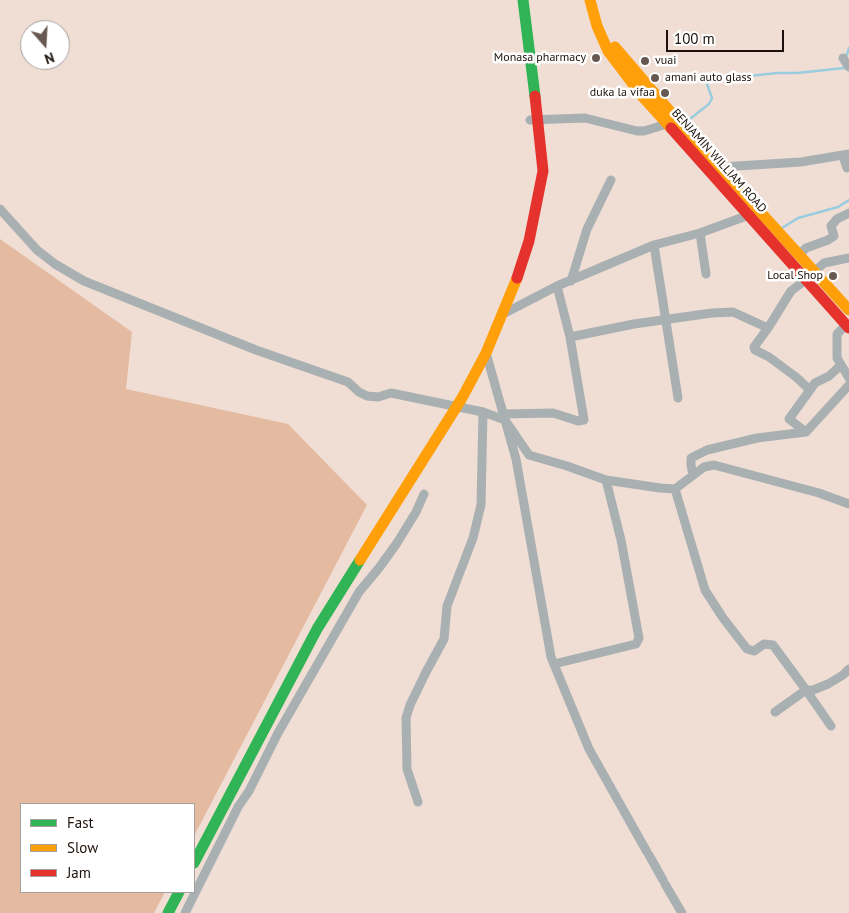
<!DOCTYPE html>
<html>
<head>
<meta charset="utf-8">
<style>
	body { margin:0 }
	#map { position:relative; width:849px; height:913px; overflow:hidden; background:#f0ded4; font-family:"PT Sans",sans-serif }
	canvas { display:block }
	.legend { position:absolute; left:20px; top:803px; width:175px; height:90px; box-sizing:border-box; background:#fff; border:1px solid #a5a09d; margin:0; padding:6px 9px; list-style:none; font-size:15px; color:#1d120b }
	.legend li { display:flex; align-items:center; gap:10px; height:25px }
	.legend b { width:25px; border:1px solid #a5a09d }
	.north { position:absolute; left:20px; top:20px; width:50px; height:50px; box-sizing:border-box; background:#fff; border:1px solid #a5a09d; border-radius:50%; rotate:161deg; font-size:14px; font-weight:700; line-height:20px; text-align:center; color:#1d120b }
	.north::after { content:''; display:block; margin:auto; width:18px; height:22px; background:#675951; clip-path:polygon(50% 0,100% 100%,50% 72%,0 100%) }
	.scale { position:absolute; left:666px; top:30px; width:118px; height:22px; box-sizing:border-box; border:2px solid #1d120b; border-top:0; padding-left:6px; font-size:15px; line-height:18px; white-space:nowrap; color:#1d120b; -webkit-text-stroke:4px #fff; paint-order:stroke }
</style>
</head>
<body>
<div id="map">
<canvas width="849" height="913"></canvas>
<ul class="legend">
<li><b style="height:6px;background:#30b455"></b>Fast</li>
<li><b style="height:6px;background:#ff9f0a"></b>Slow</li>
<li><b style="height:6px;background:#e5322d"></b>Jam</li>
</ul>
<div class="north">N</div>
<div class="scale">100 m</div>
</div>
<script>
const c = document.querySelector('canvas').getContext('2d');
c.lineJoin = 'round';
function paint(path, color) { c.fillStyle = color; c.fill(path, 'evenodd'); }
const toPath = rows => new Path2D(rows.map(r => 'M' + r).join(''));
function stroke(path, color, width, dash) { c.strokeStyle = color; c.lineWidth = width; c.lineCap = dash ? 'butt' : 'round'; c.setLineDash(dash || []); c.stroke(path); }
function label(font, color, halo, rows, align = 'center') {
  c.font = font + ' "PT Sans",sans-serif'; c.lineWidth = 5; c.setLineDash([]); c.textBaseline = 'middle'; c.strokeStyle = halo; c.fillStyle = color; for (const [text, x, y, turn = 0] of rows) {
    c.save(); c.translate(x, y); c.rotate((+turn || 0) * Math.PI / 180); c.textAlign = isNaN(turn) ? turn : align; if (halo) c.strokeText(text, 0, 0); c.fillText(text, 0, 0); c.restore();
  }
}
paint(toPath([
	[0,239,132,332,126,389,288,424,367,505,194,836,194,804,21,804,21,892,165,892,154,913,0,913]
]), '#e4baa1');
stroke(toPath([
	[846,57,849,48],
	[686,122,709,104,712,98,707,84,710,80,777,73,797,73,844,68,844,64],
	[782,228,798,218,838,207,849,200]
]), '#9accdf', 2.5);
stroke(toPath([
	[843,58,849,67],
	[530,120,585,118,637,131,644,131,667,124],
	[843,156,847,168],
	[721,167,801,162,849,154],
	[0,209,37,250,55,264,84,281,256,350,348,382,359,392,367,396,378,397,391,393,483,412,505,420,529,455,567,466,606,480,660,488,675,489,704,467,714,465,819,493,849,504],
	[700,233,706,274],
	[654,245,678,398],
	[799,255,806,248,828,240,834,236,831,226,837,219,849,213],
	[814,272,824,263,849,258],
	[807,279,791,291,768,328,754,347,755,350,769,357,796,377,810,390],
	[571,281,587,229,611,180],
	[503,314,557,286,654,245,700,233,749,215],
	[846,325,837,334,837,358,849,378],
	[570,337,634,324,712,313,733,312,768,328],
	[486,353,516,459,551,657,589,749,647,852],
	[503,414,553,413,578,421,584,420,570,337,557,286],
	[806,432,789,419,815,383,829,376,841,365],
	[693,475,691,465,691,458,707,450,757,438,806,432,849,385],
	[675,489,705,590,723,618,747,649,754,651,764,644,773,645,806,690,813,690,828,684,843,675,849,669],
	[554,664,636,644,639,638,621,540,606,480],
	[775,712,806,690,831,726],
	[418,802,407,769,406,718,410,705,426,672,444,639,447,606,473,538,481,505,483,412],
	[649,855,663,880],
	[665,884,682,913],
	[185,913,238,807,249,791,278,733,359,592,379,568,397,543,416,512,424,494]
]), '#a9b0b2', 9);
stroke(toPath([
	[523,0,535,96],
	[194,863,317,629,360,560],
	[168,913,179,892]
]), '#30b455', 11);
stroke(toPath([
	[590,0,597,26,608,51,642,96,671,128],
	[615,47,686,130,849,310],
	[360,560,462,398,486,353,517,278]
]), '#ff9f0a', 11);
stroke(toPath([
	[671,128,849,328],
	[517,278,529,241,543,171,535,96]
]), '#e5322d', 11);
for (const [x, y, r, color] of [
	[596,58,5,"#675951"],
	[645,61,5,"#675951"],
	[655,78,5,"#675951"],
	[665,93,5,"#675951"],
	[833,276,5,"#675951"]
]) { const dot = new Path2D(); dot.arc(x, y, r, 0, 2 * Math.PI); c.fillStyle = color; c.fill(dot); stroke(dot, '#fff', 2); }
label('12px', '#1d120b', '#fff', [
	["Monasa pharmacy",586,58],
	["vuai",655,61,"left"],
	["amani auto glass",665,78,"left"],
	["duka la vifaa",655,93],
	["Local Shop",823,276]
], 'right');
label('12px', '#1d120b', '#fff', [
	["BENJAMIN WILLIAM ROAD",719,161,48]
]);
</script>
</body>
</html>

◆ ◆ ◆

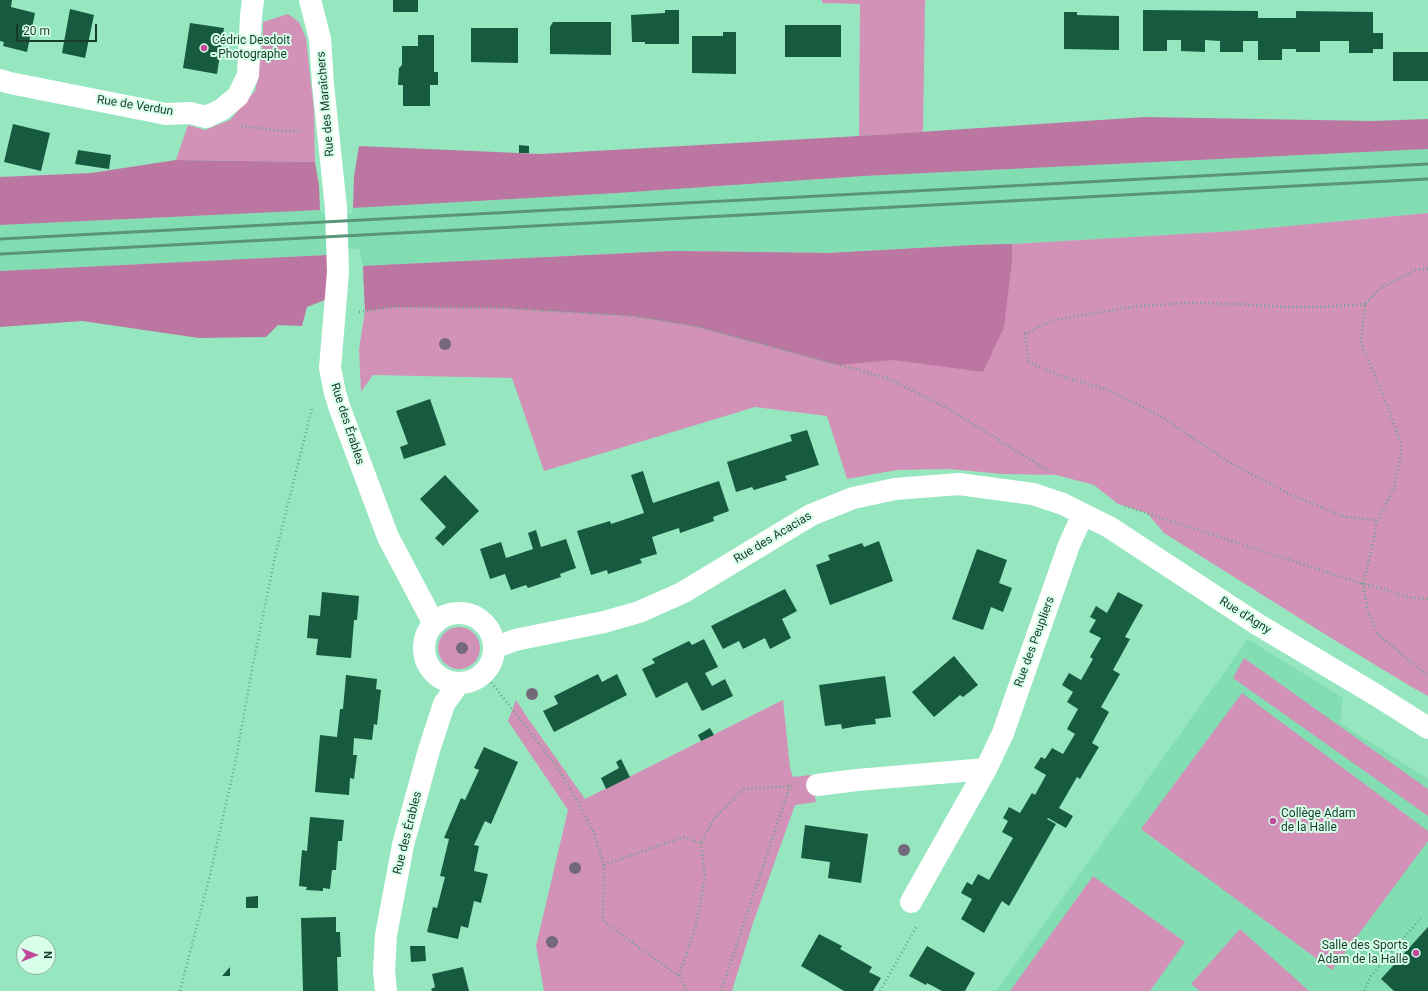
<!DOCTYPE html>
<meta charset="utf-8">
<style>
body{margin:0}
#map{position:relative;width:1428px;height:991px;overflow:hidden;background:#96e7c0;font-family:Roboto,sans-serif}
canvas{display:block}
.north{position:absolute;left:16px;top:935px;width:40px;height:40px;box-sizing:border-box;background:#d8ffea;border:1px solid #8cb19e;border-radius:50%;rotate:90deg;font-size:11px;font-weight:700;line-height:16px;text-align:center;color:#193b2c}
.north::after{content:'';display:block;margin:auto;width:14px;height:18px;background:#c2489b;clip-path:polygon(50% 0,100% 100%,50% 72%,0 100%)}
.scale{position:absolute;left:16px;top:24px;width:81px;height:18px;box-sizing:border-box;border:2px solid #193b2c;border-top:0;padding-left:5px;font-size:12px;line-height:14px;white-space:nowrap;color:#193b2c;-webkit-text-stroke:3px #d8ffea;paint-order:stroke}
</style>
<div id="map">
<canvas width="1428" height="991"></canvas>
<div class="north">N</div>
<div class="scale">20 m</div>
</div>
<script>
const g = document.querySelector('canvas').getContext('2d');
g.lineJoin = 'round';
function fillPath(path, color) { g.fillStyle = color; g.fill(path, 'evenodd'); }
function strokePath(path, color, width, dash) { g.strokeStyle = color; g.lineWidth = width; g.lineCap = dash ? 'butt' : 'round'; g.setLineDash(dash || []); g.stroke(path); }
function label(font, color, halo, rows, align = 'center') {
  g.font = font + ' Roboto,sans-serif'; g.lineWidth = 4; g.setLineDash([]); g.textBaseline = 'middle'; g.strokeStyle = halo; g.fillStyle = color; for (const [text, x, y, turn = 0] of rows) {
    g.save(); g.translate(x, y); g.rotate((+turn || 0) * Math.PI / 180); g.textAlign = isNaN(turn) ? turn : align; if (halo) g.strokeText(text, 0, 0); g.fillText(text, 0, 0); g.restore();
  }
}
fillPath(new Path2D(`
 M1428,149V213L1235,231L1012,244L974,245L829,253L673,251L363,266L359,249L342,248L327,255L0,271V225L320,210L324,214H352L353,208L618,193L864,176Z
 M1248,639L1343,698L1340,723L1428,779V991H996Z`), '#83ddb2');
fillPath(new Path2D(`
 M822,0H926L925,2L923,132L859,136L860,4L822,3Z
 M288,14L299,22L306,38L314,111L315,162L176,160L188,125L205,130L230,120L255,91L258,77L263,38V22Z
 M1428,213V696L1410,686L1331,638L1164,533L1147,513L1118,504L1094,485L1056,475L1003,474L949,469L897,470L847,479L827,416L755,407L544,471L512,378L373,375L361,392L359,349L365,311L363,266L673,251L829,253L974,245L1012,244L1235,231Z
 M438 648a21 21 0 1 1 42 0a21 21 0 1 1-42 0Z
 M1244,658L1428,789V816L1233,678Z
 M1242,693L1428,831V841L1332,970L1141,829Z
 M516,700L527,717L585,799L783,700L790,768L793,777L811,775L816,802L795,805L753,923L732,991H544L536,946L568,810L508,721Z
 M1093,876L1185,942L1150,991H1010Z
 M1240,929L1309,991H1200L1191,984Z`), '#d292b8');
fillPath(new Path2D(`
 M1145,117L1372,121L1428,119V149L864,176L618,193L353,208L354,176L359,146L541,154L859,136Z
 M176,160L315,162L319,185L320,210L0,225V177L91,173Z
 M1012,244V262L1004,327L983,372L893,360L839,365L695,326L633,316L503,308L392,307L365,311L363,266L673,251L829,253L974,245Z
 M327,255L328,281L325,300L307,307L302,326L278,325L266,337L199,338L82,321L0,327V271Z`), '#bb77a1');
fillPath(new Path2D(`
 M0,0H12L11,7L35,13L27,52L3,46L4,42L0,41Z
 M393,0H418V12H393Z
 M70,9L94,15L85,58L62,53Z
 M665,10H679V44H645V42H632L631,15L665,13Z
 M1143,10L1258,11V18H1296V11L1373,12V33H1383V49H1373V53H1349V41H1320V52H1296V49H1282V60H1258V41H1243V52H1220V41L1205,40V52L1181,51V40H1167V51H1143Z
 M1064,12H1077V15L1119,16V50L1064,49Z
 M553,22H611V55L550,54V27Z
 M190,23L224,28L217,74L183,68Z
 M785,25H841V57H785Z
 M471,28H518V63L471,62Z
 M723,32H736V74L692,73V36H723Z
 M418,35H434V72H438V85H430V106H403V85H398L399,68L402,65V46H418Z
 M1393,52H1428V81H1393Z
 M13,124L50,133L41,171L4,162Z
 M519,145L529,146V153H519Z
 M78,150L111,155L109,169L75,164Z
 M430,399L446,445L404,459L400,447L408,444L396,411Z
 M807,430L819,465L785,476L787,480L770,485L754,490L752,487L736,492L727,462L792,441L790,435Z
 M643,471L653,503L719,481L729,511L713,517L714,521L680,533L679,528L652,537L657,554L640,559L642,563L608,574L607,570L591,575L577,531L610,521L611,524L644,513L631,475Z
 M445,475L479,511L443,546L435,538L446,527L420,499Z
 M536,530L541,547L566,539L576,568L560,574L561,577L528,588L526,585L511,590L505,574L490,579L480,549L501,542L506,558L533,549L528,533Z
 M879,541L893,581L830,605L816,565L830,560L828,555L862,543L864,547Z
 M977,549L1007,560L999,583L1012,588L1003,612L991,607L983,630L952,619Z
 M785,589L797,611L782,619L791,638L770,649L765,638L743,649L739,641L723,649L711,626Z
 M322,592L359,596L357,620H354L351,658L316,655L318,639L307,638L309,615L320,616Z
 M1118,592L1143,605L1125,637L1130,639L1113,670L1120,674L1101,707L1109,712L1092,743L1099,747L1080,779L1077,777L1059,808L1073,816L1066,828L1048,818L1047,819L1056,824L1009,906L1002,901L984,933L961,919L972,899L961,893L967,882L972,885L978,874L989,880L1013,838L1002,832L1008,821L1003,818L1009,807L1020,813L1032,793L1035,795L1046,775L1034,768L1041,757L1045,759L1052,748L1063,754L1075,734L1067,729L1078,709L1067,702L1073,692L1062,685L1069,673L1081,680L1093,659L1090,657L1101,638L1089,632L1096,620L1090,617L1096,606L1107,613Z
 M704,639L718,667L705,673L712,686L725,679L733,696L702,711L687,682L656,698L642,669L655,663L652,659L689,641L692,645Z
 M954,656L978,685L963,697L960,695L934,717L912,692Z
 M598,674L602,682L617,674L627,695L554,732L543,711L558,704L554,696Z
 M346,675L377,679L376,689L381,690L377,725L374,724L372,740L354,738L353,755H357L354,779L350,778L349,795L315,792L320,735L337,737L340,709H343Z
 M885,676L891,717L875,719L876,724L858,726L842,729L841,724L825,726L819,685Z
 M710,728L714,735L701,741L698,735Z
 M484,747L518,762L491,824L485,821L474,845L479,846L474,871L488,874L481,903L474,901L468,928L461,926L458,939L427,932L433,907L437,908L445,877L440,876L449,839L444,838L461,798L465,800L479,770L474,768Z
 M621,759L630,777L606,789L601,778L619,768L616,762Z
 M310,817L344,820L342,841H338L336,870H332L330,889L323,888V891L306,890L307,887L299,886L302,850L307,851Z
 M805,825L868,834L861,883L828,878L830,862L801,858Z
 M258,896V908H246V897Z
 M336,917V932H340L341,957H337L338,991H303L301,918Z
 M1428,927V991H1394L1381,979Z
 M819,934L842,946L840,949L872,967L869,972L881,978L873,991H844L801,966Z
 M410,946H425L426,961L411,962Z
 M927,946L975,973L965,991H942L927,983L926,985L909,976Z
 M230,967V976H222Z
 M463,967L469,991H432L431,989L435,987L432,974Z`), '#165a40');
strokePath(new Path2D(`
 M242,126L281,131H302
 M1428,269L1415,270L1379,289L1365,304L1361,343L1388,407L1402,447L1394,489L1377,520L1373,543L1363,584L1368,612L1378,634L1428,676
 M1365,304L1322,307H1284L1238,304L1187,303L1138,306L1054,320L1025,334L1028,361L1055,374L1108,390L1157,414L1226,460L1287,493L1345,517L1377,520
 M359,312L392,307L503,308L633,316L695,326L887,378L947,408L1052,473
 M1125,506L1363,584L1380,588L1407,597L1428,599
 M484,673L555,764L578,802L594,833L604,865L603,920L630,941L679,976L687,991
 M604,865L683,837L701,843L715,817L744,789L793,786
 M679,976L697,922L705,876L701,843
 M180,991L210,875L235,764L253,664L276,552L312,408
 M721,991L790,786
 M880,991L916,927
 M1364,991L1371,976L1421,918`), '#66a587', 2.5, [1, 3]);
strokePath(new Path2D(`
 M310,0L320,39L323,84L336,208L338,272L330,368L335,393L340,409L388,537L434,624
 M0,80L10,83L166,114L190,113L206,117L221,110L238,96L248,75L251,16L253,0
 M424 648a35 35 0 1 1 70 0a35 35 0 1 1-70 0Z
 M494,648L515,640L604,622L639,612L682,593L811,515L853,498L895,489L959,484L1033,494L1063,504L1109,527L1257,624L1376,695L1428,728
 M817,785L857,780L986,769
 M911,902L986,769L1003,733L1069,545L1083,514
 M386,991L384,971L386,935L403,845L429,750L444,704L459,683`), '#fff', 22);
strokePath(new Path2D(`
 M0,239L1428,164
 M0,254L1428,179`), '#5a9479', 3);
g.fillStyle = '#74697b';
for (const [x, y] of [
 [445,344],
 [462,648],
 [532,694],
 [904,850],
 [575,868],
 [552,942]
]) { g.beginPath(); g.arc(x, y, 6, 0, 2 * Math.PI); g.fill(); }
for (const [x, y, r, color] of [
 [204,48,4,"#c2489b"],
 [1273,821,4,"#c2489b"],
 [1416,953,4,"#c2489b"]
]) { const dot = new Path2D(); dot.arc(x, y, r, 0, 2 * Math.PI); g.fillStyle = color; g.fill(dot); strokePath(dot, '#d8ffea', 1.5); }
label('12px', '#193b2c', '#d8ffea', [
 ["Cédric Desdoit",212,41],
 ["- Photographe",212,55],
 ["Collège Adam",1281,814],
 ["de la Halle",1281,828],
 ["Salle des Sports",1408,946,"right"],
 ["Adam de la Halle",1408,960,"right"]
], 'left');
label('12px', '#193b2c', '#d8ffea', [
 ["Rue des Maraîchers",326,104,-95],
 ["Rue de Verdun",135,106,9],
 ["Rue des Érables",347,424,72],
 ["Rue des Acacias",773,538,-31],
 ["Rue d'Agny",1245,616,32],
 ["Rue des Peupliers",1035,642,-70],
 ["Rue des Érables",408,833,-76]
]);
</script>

◆ ◆ ◆

**Description of the task:** Across the whole listing above, find every line with the string "isNaN" and copy it.

**Answer to the problem:**
    c.save(); c.translate(x, y); c.rotate((+turn || 0) * Math.PI / 180); c.textAlign = isNaN(turn) ? turn : align; if (halo) c.strokeText(text, 0, 0); c.fillText(text, 0, 0); c.restore();
    g.save(); g.translate(x, y); g.rotate((+turn || 0) * Math.PI / 180); g.textAlign = isNaN(turn) ? turn : align; if (halo) g.strokeText(text, 0, 0); g.fillText(text, 0, 0); g.restore();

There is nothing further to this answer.